- [Records to use]:
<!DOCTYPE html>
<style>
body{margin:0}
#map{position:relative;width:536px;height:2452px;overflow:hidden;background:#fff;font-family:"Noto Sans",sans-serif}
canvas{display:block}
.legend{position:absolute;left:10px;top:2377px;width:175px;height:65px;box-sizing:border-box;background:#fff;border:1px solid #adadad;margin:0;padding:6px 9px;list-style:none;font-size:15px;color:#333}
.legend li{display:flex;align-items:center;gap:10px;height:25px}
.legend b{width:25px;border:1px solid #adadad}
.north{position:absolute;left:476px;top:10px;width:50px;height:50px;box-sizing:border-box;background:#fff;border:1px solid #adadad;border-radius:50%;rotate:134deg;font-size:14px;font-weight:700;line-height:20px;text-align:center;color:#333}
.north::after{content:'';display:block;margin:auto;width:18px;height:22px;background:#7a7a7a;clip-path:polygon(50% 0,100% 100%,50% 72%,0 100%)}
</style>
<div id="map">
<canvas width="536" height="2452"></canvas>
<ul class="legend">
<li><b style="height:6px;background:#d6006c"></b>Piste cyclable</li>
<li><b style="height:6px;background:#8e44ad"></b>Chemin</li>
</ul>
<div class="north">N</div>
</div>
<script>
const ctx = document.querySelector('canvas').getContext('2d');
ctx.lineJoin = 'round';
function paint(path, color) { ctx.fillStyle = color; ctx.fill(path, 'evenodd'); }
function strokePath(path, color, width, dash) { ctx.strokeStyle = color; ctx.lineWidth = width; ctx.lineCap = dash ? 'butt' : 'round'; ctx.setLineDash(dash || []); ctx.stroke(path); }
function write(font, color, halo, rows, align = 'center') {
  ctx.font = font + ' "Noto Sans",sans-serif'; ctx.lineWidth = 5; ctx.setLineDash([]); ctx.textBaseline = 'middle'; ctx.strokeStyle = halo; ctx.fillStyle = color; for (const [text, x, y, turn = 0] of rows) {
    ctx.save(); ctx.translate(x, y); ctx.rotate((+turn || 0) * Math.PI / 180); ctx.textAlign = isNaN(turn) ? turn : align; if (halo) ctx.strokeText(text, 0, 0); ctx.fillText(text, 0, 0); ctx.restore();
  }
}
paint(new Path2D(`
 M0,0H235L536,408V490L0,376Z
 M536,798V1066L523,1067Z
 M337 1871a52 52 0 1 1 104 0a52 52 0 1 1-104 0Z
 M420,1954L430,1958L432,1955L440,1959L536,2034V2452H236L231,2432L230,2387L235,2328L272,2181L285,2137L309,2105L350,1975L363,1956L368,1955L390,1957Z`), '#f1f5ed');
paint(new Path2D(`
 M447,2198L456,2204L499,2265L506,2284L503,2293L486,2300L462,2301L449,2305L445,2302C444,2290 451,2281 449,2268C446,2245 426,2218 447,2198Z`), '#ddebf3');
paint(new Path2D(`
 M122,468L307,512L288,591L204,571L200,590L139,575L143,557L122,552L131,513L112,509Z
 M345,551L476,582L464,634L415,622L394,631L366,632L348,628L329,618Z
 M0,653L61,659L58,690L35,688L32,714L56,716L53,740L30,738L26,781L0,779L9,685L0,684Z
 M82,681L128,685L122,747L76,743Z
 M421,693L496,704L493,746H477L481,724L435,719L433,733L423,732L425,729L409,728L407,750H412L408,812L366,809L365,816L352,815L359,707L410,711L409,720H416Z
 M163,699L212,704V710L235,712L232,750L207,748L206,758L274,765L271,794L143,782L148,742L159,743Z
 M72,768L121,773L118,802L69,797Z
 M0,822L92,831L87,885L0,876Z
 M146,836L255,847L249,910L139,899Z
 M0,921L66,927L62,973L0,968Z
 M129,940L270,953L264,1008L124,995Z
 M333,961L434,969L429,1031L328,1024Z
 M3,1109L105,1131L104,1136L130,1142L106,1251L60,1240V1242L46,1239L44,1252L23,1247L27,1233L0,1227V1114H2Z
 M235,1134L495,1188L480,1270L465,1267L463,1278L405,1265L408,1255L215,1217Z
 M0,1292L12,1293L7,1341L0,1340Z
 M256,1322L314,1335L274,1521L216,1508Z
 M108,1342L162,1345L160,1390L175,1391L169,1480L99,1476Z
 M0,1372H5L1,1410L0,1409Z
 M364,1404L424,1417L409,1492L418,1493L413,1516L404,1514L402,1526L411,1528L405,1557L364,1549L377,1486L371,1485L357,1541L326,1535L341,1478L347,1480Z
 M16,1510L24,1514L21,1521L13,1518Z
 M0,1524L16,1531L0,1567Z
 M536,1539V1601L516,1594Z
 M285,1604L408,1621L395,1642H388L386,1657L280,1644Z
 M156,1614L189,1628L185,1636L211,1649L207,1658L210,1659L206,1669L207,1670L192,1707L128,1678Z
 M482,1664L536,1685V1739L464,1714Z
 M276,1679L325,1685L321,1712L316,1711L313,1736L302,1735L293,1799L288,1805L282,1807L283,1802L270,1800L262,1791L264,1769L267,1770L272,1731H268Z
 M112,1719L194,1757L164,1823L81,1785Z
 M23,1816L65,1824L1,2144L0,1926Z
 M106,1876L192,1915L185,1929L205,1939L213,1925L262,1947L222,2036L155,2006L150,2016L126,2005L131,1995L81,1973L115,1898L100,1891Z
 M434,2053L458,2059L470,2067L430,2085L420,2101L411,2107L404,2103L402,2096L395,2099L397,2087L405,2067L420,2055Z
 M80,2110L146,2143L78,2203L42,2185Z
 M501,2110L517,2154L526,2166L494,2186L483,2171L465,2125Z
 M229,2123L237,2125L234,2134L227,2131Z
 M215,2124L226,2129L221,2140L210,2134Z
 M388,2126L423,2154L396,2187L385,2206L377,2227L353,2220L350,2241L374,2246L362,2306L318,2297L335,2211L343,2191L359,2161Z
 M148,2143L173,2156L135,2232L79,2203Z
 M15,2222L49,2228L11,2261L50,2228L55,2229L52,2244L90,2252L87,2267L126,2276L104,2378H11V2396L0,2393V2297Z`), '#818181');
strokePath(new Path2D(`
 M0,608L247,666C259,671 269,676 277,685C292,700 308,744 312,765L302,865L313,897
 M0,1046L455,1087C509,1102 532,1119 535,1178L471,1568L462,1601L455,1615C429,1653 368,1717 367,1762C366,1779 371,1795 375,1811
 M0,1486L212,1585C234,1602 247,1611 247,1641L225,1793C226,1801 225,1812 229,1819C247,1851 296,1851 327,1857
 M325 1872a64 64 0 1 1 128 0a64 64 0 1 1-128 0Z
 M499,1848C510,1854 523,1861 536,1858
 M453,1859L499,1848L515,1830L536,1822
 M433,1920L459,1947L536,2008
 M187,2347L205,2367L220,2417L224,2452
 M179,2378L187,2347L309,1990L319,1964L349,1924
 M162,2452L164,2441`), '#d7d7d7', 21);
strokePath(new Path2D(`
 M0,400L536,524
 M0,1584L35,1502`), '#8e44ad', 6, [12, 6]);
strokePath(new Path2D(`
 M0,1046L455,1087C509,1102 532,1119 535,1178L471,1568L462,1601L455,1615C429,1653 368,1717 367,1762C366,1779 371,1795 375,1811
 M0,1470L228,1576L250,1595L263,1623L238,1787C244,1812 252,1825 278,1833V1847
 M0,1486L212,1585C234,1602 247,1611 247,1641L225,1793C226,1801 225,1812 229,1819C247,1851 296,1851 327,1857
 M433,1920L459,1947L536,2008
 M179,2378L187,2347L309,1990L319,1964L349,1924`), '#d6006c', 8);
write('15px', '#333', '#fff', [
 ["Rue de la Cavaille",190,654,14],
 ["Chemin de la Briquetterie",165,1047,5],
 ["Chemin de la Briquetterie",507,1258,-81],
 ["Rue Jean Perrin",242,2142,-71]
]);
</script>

- [Task details]:
Would you quote everything above from the line containing "M337 1871a52 52" down to the line containing "M129,940L270,953L264,1008L124,995Z"? Include both of those lines and nothing else.

- [Exercise output]:
 M337 1871a52 52 0 1 1 104 0a52 52 0 1 1-104 0Z
 M420,1954L430,1958L432,1955L440,1959L536,2034V2452H236L231,2432L230,2387L235,2328L272,2181L285,2137L309,2105L350,1975L363,1956L368,1955L390,1957Z`), '#f1f5ed');
paint(new Path2D(`
 M447,2198L456,2204L499,2265L506,2284L503,2293L486,2300L462,2301L449,2305L445,2302C444,2290 451,2281 449,2268C446,2245 426,2218 447,2198Z`), '#ddebf3');
paint(new Path2D(`
 M122,468L307,512L288,591L204,571L200,590L139,575L143,557L122,552L131,513L112,509Z
 M345,551L476,582L464,634L415,622L394,631L366,632L348,628L329,618Z
 M0,653L61,659L58,690L35,688L32,714L56,716L53,740L30,738L26,781L0,779L9,685L0,684Z
 M82,681L128,685L122,747L76,743Z
 M421,693L496,704L493,746H477L481,724L435,719L433,733L423,732L425,729L409,728L407,750H412L408,812L366,809L365,816L352,815L359,707L410,711L409,720H416Z
 M163,699L212,704V710L235,712L232,750L207,748L206,758L274,765L271,794L143,782L148,742L159,743Z
 M72,768L121,773L118,802L69,797Z
 M0,822L92,831L87,885L0,876Z
 M146,836L255,847L249,910L139,899Z
 M0,921L66,927L62,973L0,968Z
 M129,940L270,953L264,1008L124,995Z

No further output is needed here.